DATA SHOWN:
============

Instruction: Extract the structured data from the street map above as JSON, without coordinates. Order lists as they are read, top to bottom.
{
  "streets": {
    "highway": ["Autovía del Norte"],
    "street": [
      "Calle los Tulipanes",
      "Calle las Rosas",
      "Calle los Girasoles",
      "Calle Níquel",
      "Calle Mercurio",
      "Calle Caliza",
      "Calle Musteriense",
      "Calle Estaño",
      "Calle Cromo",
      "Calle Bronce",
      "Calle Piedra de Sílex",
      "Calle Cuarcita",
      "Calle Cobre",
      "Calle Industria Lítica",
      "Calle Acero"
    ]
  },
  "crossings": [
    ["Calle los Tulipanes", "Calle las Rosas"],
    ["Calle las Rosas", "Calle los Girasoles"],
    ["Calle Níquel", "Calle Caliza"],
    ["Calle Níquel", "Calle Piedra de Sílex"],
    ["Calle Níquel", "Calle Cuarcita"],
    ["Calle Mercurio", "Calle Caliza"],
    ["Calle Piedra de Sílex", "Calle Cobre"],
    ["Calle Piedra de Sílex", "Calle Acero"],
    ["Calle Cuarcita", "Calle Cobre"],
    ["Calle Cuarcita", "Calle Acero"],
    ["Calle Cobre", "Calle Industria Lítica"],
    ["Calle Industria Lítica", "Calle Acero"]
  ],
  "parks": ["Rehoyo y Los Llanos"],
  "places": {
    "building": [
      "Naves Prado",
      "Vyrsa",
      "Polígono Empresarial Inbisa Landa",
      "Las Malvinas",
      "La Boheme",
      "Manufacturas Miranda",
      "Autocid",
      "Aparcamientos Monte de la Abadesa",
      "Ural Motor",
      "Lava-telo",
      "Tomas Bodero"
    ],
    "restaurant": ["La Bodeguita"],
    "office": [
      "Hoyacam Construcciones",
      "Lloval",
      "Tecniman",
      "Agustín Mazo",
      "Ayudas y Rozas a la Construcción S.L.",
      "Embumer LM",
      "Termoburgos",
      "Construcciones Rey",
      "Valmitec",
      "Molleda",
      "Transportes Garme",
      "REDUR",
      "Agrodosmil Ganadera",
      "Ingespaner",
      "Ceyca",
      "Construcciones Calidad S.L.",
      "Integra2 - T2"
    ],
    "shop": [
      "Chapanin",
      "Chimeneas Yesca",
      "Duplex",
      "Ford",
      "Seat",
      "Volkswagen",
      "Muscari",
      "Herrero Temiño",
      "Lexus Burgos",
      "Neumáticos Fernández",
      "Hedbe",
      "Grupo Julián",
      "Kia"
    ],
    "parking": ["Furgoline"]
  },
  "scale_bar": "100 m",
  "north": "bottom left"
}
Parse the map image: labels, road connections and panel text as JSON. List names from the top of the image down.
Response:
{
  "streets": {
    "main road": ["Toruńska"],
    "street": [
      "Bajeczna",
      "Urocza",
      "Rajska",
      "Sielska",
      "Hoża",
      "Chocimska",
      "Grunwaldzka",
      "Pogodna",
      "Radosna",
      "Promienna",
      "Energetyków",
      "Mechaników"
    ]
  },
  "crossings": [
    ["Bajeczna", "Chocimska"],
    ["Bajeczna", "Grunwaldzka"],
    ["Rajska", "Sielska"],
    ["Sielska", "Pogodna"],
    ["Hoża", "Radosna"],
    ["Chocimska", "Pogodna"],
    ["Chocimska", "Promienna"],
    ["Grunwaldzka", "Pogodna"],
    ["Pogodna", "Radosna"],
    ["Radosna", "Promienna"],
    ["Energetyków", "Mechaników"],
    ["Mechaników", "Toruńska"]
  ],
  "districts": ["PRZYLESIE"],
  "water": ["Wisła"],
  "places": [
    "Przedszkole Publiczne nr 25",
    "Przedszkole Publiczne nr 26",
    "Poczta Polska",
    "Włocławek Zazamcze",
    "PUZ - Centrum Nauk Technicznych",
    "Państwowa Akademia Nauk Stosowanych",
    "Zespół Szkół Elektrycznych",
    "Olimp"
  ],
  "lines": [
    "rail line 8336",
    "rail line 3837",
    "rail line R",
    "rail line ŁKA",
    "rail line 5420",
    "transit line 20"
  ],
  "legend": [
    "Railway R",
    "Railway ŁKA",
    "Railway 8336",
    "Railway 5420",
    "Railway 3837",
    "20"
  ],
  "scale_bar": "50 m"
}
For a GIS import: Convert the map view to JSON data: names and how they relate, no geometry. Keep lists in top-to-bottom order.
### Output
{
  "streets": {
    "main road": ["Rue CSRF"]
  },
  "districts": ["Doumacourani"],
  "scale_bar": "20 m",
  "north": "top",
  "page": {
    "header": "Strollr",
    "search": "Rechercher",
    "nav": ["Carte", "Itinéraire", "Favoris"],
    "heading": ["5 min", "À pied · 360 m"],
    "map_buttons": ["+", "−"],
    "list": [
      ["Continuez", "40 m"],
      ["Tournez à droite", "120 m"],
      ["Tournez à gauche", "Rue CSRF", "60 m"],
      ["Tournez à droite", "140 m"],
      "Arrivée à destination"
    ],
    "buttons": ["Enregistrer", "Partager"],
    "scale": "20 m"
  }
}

============

WHAT IS REQUIRED: Return an exact copy of the listing above, complete in every line.

EXERCISE ANSWER:
Instruction: Extract the structured data from the street map above as JSON, without coordinates. Order lists as they are read, top to bottom.
{
  "streets": {
    "highway": ["Autovía del Norte"],
    "street": [
      "Calle los Tulipanes",
      "Calle las Rosas",
      "Calle los Girasoles",
      "Calle Níquel",
      "Calle Mercurio",
      "Calle Caliza",
      "Calle Musteriense",
      "Calle Estaño",
      "Calle Cromo",
      "Calle Bronce",
      "Calle Piedra de Sílex",
      "Calle Cuarcita",
      "Calle Cobre",
      "Calle Industria Lítica",
      "Calle Acero"
    ]
  },
  "crossings": [
    ["Calle los Tulipanes", "Calle las Rosas"],
    ["Calle las Rosas", "Calle los Girasoles"],
    ["Calle Níquel", "Calle Caliza"],
    ["Calle Níquel", "Calle Piedra de Sílex"],
    ["Calle Níquel", "Calle Cuarcita"],
    ["Calle Mercurio", "Calle Caliza"],
    ["Calle Piedra de Sílex", "Calle Cobre"],
    ["Calle Piedra de Sílex", "Calle Acero"],
    ["Calle Cuarcita", "Calle Cobre"],
    ["Calle Cuarcita", "Calle Acero"],
    ["Calle Cobre", "Calle Industria Lítica"],
    ["Calle Industria Lítica", "Calle Acero"]
  ],
  "parks": ["Rehoyo y Los Llanos"],
  "places": {
    "building": [
      "Naves Prado",
      "Vyrsa",
      "Polígono Empresarial Inbisa Landa",
      "Las Malvinas",
      "La Boheme",
      "Manufacturas Miranda",
      "Autocid",
      "Aparcamientos Monte de la Abadesa",
      "Ural Motor",
      "Lava-telo",
      "Tomas Bodero"
    ],
    "restaurant": ["La Bodeguita"],
    "office": [
      "Hoyacam Construcciones",
      "Lloval",
      "Tecniman",
      "Agustín Mazo",
      "Ayudas y Rozas a la Construcción S.L.",
      "Embumer LM",
      "Termoburgos",
      "Construcciones Rey",
      "Valmitec",
      "Molleda",
      "Transportes Garme",
      "REDUR",
      "Agrodosmil Ganadera",
      "Ingespaner",
      "Ceyca",
      "Construcciones Calidad S.L.",
      "Integra2 - T2"
    ],
    "shop": [
      "Chapanin",
      "Chimeneas Yesca",
      "Duplex",
      "Ford",
      "Seat",
      "Volkswagen",
      "Muscari",
      "Herrero Temiño",
      "Lexus Burgos",
      "Neumáticos Fernández",
      "Hedbe",
      "Grupo Julián",
      "Kia"
    ],
    "parking": ["Furgoline"]
  },
  "scale_bar": "100 m",
  "north": "bottom left"
}
Parse the map image: labels, road connections and panel text as JSON. List names from the top of the image down.
Response:
{
  "streets": {
    "main road": ["Toruńska"],
    "street": [
      "Bajeczna",
      "Urocza",
      "Rajska",
      "Sielska",
      "Hoża",
      "Chocimska",
      "Grunwaldzka",
      "Pogodna",
      "Radosna",
      "Promienna",
      "Energetyków",
      "Mechaników"
    ]
  },
  "crossings": [
    ["Bajeczna", "Chocimska"],
    ["Bajeczna", "Grunwaldzka"],
    ["Rajska", "Sielska"],
    ["Sielska", "Pogodna"],
    ["Hoża", "Radosna"],
    ["Chocimska", "Pogodna"],
    ["Chocimska", "Promienna"],
    ["Grunwaldzka", "Pogodna"],
    ["Pogodna", "Radosna"],
    ["Radosna", "Promienna"],
    ["Energetyków", "Mechaników"],
    ["Mechaników", "Toruńska"]
  ],
  "districts": ["PRZYLESIE"],
  "water": ["Wisła"],
  "places": [
    "Przedszkole Publiczne nr 25",
    "Przedszkole Publiczne nr 26",
    "Poczta Polska",
    "Włocławek Zazamcze",
    "PUZ - Centrum Nauk Technicznych",
    "Państwowa Akademia Nauk Stosowanych",
    "Zespół Szkół Elektrycznych",
    "Olimp"
  ],
  "lines": [
    "rail line 8336",
    "rail line 3837",
    "rail line R",
    "rail line ŁKA",
    "rail line 5420",
    "transit line 20"
  ],
  "legend": [
    "Railway R",
    "Railway ŁKA",
    "Railway 8336",
    "Railway 5420",
    "Railway 3837",
    "20"
  ],
  "scale_bar": "50 m"
}
For a GIS import: Convert the map view to JSON data: names and how they relate, no geometry. Keep lists in top-to-bottom order.
### Output
{
  "streets": {
    "main road": ["Rue CSRF"]
  },
  "districts": ["Doumacourani"],
  "scale_bar": "20 m",
  "north": "top",
  "page": {
    "header": "Strollr",
    "search": "Rechercher",
    "nav": ["Carte", "Itinéraire", "Favoris"],
    "heading": ["5 min", "À pied · 360 m"],
    "map_buttons": ["+", "−"],
    "list": [
      ["Continuez", "40 m"],
      ["Tournez à droite", "120 m"],
      ["Tournez à gauche", "Rue CSRF", "60 m"],
      ["Tournez à droite", "140 m"],
      "Arrivée à destination"
    ],
    "buttons": ["Enregistrer", "Partager"],
    "scale": "20 m"
  }
}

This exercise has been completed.